Resumo Jurídico
Artigo 1390: A Relação Jurídica e a Vontade das Partes no Contrato
O artigo 1390 do Código Civil, de forma clara e educativa, estabelece a regra fundamental que norteia a formação e os efeitos dos contratos: a predominância da vontade das partes. Em essência, este dispositivo legal garante que, salvo disposições legais em contrário, os acordos firmados entre indivíduos possuem força de lei entre eles.

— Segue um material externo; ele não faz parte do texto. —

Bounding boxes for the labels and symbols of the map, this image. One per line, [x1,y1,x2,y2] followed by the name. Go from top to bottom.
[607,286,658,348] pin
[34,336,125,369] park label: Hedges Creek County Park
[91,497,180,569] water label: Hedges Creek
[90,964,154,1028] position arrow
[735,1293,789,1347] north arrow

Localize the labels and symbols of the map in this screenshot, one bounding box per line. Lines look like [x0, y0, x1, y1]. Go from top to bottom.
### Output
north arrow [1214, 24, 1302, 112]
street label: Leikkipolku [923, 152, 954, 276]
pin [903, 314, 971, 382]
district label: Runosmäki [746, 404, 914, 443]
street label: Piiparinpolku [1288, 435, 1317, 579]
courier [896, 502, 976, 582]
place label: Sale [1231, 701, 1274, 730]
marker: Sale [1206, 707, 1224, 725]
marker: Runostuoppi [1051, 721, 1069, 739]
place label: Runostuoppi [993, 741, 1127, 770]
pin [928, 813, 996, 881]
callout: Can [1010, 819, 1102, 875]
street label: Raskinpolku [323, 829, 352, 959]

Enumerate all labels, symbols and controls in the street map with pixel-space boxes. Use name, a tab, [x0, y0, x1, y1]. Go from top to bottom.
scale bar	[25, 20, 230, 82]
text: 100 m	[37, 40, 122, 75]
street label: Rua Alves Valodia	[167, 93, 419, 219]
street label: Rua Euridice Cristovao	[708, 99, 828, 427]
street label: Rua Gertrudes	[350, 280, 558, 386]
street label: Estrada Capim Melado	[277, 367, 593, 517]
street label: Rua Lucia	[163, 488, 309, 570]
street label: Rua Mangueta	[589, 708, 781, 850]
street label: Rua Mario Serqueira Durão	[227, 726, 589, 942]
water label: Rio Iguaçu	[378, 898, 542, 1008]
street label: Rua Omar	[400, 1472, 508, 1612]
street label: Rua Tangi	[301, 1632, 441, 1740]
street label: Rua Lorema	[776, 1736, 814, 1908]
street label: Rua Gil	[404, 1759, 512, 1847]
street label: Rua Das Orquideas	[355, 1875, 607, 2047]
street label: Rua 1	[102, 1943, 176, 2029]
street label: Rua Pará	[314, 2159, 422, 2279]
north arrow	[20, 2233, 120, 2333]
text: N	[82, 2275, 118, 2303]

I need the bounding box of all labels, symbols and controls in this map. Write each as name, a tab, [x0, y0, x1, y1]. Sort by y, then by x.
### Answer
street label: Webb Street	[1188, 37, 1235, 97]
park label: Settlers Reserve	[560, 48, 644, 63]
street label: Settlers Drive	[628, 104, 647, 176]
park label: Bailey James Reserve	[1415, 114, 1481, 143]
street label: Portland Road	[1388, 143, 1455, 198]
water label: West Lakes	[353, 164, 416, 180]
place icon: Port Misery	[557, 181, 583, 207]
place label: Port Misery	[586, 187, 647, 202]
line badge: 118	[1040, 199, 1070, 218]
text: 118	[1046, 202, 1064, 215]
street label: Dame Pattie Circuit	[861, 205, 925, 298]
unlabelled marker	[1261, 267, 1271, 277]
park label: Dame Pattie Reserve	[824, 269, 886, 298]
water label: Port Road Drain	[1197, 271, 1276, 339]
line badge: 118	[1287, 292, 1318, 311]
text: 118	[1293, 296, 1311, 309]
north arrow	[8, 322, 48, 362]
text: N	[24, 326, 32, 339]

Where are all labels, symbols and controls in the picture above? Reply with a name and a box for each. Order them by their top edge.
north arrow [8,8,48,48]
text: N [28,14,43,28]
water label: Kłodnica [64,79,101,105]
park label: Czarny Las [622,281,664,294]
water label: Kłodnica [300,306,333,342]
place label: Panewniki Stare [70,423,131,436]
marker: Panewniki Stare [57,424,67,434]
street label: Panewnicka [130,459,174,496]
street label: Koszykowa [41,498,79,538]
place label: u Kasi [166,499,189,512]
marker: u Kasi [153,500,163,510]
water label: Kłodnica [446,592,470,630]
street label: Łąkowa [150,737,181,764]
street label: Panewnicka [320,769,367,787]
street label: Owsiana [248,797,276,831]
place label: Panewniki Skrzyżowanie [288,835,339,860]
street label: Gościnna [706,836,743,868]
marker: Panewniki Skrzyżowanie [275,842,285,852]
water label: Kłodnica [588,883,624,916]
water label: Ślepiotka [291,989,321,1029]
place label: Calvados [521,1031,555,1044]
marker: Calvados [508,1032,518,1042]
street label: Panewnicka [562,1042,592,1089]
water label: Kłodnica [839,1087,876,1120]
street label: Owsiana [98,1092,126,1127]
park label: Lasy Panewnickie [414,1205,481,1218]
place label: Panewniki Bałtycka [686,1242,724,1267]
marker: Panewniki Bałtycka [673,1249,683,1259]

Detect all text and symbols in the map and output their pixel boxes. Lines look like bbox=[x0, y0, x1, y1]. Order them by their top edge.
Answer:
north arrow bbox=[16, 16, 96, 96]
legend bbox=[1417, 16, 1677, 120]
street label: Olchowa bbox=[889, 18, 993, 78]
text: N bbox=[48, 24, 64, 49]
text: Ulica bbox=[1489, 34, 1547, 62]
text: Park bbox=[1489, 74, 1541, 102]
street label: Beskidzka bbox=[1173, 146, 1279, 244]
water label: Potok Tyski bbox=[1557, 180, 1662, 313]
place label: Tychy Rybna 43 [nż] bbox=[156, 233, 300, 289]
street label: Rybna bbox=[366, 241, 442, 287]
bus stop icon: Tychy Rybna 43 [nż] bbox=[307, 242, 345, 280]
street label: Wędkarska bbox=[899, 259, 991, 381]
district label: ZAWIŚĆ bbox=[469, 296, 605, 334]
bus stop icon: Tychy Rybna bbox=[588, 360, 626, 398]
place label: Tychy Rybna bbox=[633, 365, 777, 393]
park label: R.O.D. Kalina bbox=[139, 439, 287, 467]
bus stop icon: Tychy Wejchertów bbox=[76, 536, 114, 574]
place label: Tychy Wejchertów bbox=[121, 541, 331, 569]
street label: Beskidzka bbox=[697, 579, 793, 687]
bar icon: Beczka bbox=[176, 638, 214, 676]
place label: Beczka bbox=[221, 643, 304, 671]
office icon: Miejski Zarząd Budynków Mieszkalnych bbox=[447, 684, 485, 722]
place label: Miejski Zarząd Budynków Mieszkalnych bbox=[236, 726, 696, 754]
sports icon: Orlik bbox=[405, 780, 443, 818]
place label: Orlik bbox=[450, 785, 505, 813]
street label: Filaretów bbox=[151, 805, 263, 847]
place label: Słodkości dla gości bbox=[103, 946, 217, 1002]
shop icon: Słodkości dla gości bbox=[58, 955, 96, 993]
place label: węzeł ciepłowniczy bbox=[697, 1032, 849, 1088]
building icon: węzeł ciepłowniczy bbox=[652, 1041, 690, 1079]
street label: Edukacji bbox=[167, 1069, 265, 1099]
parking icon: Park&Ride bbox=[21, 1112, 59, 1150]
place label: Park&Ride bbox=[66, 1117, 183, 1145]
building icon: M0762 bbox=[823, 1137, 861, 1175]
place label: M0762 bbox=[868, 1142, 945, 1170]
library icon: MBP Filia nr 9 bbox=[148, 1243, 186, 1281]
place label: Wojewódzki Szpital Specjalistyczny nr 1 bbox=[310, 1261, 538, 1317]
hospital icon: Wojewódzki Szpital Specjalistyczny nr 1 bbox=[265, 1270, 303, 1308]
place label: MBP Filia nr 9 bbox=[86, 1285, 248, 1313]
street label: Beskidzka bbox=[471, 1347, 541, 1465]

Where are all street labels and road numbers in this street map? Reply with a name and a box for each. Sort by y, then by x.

O que isso significa na prática?
Imaginemos duas pessoas que decidem fazer um acordo: uma se compromete a vender um carro por um determinado valor, e a outra a comprá-lo. Esse acordo, desde que não viole a lei (por exemplo, não se trate de um bem roubado ou de uma transação ilegal), tem o poder de vincular ambas as partes às suas respectivas obrigações. A vontade manifestada por elas na hora de celebrar o contrato é o que dita as regras do jogo.
Pontos chave a serem compreendidos:
- Autonomia da Vontade: A base do contrato é a liberdade que os indivíduos têm de decidir se querem ou não contratar, com quem contratar e quais termos e condições serão estabelecidos. Essa autonomia é o pilar do artigo 1390.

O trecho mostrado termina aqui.